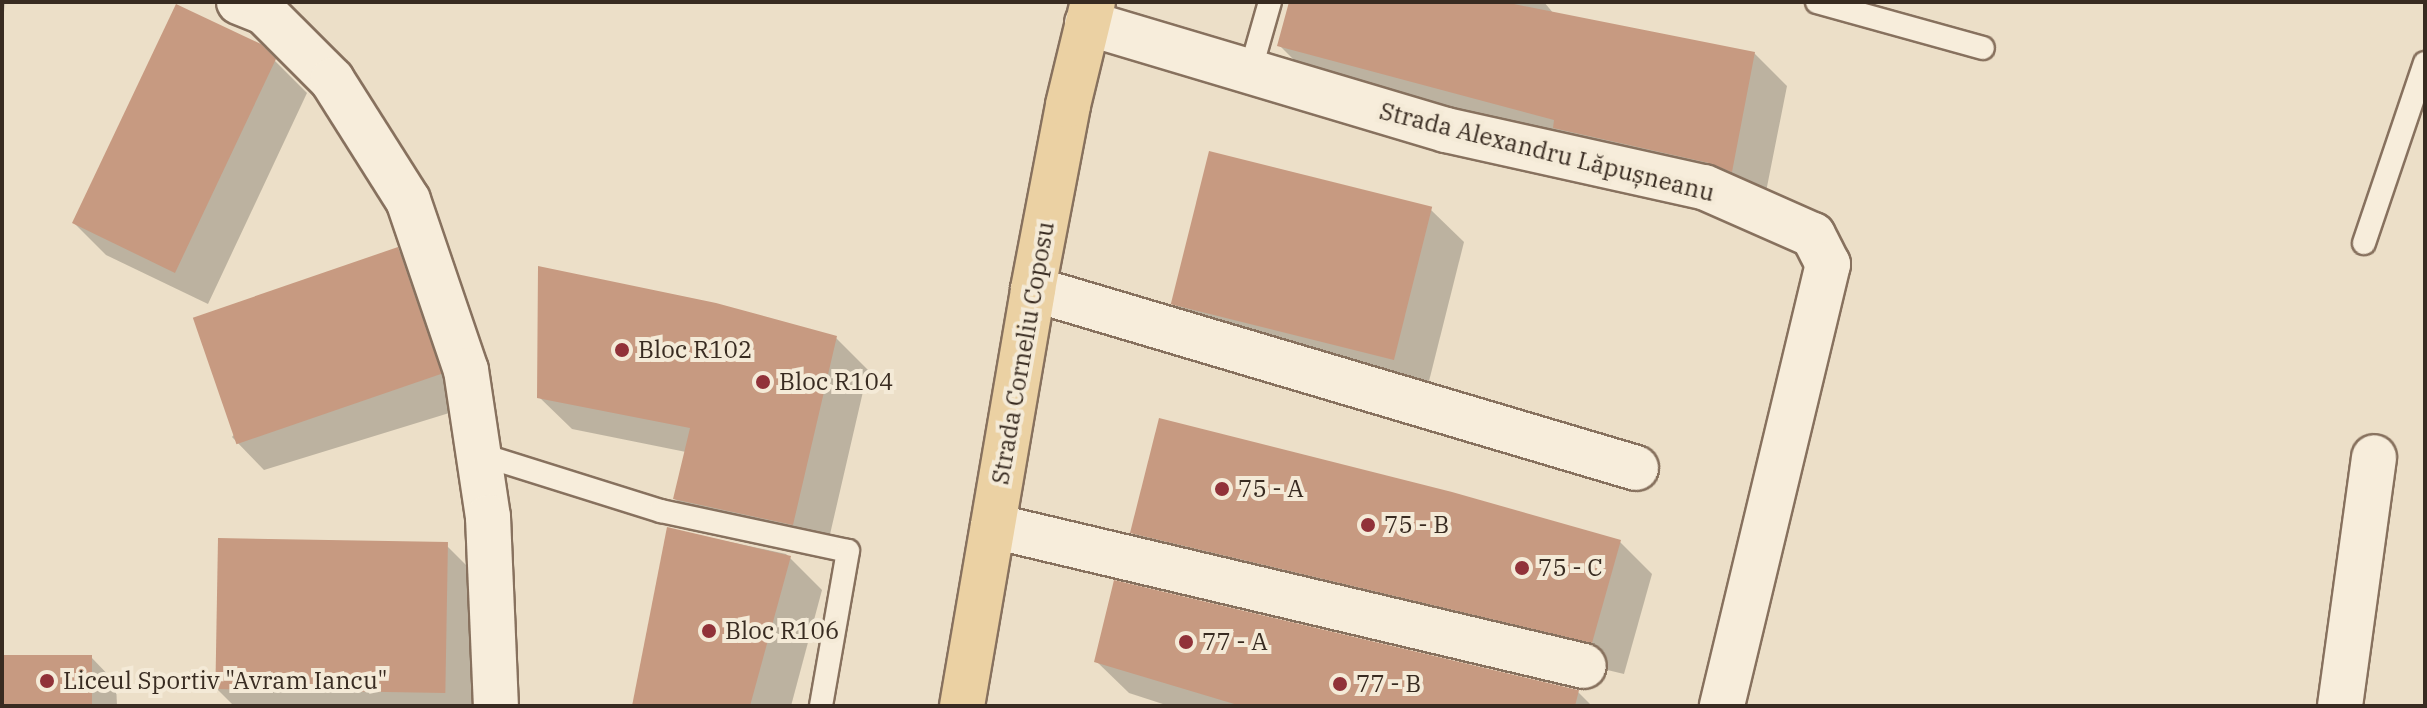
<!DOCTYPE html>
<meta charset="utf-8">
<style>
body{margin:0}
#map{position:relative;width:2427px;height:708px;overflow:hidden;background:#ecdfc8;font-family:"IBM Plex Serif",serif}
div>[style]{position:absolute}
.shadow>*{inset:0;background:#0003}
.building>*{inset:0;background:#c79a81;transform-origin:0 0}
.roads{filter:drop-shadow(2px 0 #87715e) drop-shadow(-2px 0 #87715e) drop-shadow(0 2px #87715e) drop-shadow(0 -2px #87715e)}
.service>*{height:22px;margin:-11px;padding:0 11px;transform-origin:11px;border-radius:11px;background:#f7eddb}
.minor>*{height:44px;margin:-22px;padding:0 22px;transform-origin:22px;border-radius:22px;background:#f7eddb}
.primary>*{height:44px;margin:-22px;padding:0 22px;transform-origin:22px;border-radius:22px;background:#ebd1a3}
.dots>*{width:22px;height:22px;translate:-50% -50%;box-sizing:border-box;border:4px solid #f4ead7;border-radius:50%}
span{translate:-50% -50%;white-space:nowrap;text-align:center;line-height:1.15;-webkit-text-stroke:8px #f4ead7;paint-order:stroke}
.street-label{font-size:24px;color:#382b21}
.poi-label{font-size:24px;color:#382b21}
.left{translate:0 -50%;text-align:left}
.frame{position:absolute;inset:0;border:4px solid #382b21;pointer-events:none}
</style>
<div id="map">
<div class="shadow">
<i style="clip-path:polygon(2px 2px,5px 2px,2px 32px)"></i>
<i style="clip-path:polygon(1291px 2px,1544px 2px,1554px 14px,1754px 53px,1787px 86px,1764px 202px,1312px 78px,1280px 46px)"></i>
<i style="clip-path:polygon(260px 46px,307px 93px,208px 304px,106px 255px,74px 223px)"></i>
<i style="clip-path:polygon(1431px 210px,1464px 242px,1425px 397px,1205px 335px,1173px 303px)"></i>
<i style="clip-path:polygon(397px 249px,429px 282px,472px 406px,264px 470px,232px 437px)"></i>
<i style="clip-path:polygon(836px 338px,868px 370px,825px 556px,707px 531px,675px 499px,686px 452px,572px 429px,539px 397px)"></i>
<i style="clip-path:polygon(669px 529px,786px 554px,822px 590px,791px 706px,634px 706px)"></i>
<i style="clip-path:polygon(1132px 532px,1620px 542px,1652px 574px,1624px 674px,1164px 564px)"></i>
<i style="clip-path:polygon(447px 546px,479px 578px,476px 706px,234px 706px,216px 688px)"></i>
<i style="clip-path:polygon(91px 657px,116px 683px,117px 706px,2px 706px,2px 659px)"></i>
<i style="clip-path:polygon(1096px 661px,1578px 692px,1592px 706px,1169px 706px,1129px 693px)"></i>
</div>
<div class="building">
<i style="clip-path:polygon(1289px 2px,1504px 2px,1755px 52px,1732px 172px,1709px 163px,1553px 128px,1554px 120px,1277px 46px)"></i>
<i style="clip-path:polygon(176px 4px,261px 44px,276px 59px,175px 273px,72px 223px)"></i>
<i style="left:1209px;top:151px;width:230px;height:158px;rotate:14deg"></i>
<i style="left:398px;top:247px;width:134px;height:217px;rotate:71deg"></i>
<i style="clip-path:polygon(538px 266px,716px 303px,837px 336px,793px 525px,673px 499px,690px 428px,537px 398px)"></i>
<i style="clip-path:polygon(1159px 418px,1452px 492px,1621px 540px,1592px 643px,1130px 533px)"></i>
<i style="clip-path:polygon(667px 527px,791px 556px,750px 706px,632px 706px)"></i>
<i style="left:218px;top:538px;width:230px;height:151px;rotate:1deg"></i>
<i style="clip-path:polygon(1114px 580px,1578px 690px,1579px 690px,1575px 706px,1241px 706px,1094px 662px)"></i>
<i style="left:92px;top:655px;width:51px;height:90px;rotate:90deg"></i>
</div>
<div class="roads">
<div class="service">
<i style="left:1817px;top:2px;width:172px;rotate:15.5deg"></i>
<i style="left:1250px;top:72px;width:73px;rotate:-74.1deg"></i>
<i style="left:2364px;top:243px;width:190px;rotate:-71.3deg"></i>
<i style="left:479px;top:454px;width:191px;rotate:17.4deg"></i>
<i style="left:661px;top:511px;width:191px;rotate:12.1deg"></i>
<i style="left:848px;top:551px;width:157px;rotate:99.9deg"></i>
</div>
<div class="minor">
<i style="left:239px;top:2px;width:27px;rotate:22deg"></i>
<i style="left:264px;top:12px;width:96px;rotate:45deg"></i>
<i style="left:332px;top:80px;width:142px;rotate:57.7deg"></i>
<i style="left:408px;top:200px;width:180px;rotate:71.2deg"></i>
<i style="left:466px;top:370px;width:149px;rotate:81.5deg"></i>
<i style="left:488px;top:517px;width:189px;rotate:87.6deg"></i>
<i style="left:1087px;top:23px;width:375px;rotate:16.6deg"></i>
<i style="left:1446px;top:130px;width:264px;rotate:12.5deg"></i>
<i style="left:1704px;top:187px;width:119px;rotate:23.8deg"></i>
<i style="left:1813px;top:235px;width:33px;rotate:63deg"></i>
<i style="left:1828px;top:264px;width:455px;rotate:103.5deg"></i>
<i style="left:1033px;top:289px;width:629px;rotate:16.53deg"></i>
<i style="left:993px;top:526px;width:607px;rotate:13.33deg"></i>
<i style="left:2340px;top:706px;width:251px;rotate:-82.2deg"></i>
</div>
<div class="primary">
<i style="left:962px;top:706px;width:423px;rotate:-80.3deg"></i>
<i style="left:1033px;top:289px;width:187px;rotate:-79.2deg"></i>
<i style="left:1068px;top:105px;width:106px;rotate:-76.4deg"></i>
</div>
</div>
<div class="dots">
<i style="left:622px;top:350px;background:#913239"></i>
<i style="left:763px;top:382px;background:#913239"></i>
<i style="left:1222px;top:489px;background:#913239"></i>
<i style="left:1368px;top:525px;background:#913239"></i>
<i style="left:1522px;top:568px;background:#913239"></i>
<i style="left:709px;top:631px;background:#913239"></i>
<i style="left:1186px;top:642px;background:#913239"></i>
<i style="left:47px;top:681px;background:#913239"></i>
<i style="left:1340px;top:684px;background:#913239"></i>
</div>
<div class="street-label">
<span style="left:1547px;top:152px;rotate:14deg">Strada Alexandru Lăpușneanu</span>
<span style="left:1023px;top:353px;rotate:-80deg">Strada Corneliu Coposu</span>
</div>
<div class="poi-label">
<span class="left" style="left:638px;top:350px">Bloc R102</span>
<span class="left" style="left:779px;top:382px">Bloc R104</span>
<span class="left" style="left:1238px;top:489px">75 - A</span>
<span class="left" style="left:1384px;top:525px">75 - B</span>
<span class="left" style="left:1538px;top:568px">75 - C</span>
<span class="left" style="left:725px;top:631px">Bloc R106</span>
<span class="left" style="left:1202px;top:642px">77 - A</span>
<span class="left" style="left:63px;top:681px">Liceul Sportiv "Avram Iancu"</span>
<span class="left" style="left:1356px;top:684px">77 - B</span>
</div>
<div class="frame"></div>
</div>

==*==

● **WHAT YOU WILL DO**: Check each line of the material above for "service" and say how many lines contain it, giving the number alone.

● **SOLUTION TO THE PROBLEM**: 2